The Storyteller's Memory Palace: A Method of Interpretation Based on the Function of Memory Systems in Literature--Geoffrey Chaucer, William Langland, Salman Rushdie, Angela Carter, Thomas Pynchon, and Paul Auster

Author / Editor
Bewernick, Hanne.

Title
The Storyteller's Memory Palace: A Method of Interpretation Based on the Function of Memory Systems in Literature--Geoffrey Chaucer, William Langland, Salman Rushdie, Angela Carter, Thomas Pynchon, and Paul Auster

Published
New York: Peter Lang, 2010.

Physical Description
253 pp.

Series
European University Studies: Anglo-Saxon Language and Literature.

Description
Comments on HF and TC in chapter 2, "Medieval Literature: Geoffrey Chaucer and William Langland" (pp. 47-86).
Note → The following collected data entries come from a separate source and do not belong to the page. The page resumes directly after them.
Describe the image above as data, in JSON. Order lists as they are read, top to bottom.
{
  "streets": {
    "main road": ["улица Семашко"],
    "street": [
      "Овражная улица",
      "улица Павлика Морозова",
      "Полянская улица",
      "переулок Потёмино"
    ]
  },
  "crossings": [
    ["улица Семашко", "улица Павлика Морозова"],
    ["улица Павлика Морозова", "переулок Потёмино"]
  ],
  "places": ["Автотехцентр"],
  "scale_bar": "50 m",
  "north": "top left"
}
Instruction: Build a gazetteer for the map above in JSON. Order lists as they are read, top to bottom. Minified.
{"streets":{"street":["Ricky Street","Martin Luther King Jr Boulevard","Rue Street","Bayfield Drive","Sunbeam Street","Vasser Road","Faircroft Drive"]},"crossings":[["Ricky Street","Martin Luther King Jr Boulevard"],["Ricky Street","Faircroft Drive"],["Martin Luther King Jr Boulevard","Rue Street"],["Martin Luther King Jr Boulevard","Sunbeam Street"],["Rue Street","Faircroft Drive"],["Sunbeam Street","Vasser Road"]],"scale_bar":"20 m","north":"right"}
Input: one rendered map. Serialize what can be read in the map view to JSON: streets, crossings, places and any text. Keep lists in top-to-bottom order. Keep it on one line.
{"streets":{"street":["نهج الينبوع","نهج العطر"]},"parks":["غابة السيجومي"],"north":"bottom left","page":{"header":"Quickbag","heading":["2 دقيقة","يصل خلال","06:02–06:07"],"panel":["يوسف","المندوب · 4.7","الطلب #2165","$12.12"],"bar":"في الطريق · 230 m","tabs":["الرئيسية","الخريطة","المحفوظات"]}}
Compares the three buildings that the dreamer visits in HF--the temple in the desert, the palace of Fame, and the twirling house of Rumor--with the paradigms of imaginary buildings suggested in ancient and medieval memory systems. In TC, Chaucer uses a familiar topos: he compares the poet to a master builder who first makes a mental plan of an object before manifesting it in a physical sense.

Alternative Title
"Medieval Literature: Geoffrey Chaucer and William Langland."